In order to take control of the US Senate, Republicans have to win six seats in the midterm elections.  Or is it five? That depends on one of the two Senators unaffiliated with either major party. Bernie Sanders, a professed socialist, may run for the Democratic Party presidential nomination in 2016, so a Sanders flip is unlikely in the extreme. But what about Maine’s Angus King? He caucuses with Democrats now, but he’s, er … mulling his options after opposing the Democratic pay-equity ploy:

Sen. Angus King (I-Maine), who caucuses with the Democrats, will decide after the midterm elections whether to switch sides and join the Republicans.

He is leaving open the possibility of aligning himself with the GOP if control of the upper chamber changes hands.

“I’ll make my decision at the time based on what I think is best for Maine,” King told The Hill Wednesday after voting with Republicans to block the Paycheck Fairness Act, a measure at the center for the 2014 Democratic campaign agenda.

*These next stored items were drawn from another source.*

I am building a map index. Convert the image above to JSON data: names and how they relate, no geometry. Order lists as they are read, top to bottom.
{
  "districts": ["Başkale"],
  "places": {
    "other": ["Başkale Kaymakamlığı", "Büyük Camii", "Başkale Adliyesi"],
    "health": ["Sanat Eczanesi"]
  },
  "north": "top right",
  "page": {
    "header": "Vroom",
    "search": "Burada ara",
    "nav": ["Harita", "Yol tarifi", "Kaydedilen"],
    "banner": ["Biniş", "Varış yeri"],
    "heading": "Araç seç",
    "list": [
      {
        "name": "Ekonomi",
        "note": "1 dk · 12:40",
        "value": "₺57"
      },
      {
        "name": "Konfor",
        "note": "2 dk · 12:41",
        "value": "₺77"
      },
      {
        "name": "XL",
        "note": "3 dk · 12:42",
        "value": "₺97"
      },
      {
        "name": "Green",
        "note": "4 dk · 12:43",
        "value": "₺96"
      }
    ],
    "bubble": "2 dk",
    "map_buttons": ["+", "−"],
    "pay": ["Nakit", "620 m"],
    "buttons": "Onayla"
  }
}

King’s remarks are a clear indication that congressional leaders on both sides of the aisle will have to woo the 70-year-old senator in order to recruit him to their side.

That would be quite a journey for King, who just this week offered to waterboard former VP Dick Cheney after the latter defended the Bush-era interrogation techniques. King has been firmly in Harry Reid’s camp since replacing Olympia Snowe fifteen months ago. He explained that to Maine voters (who had rejected both Republican and Democratic options in the race) on purely practical grounds. Without an affiliation to a caucus, King would have had no committee assignments at all, and it’s better to caucus with the majority to get more impact.

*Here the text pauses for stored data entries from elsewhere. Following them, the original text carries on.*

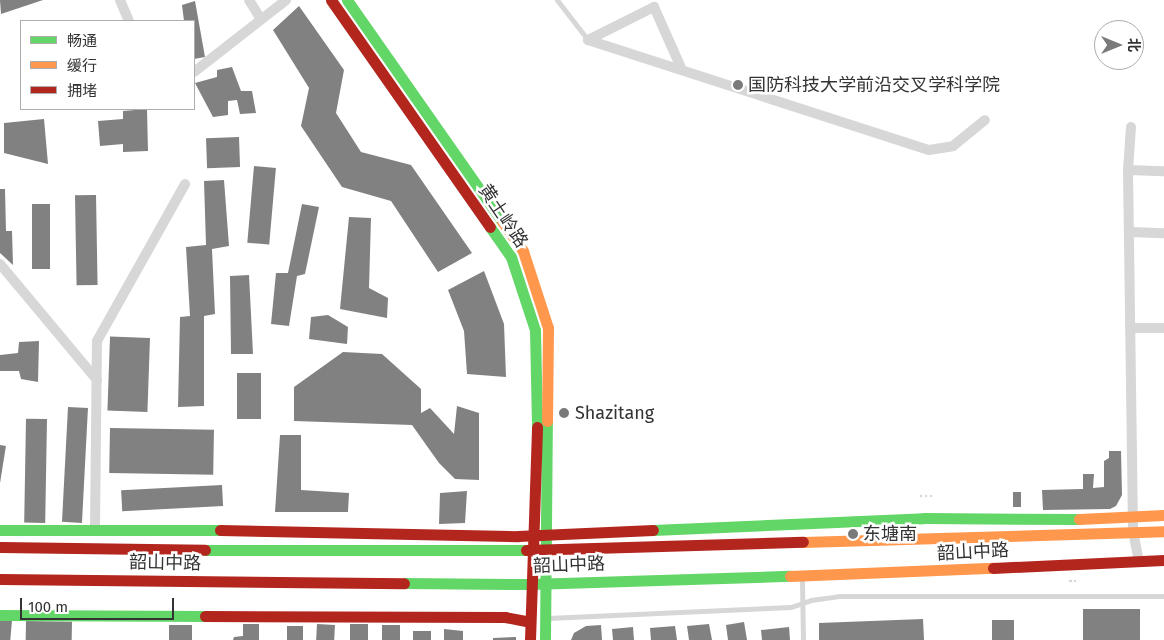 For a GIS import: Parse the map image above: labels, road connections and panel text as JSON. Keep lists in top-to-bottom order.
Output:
{
  "streets": {
    "street": ["黄土岭路", "韶山中路"]
  },
  "crossings": [
    ["黄土岭路", "韶山中路"]
  ],
  "places": ["国防科技大学前沿交叉学科学院", "Shazitang", "东塘南"],
  "legend": ["畅通", "缓行", "拥堵"],
  "scale_bar": "100 m",
  "north": "right"
} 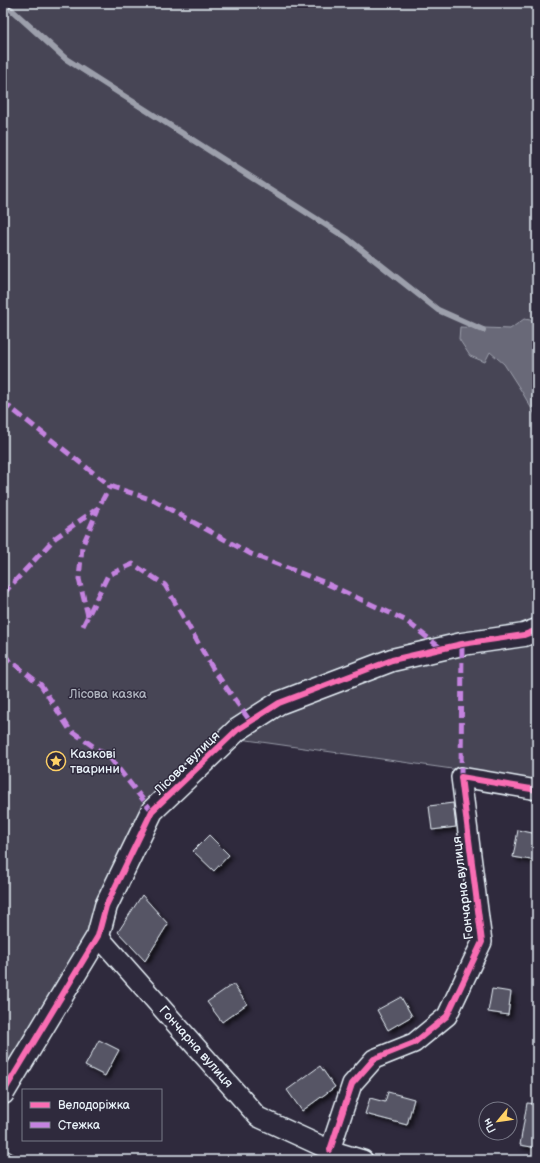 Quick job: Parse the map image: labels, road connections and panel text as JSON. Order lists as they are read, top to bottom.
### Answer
{
  "streets": {
    "street": ["Лісова вулиця", "Гончарна вулиця"]
  },
  "crossings": [
    ["Лісова вулиця", "Гончарна вулиця"]
  ],
  "parks": ["Лісова казка"],
  "places": {
    "place": ["Казкові тварини"]
  },
  "legend": ["Велодоріжка", "Стежка"],
  "north": "bottom left"
}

In other words, don’t expect King to vote in lockstep with the GOP if he switches. And it’s not entirely clear that Senate Republicans will want him unless they absolutely need him. King backs ObamaCare, for instance, and voted in favor of Reid’s nuclear option on the filibuster last year. He also wants federal legislation to limit firearms magazines to 10 rounds, but does not support an assault-weapons ban. King filed an amicus brief with the Supreme Court arguing to strike down the Defense of Marriage Act. Govtrack’s analysis of his voting record puts him on the moderate side of the Democratic caucus, about equivalent with Mark Pryor and Tim Kaine, but slightly more liberal than the most liberal Republican — his colleague Susan Collins.

Don’t expect the GOP to woo him much, in other words, unless they really need him — and they will only really need him if they pick up exactly five seats. Six and they don’t need him to take control; four and he can’t help anyway, unless they can convince Joe Manchin to flip, and they might try him first at five, too. Manchin’s voting record is closer to the GOP than King’s, and the trend in his home state might make him more reliable, too. King will flip to the GOP if they win a majority to any extent, thanks the pragmatism that has him in Reid’s caucus now.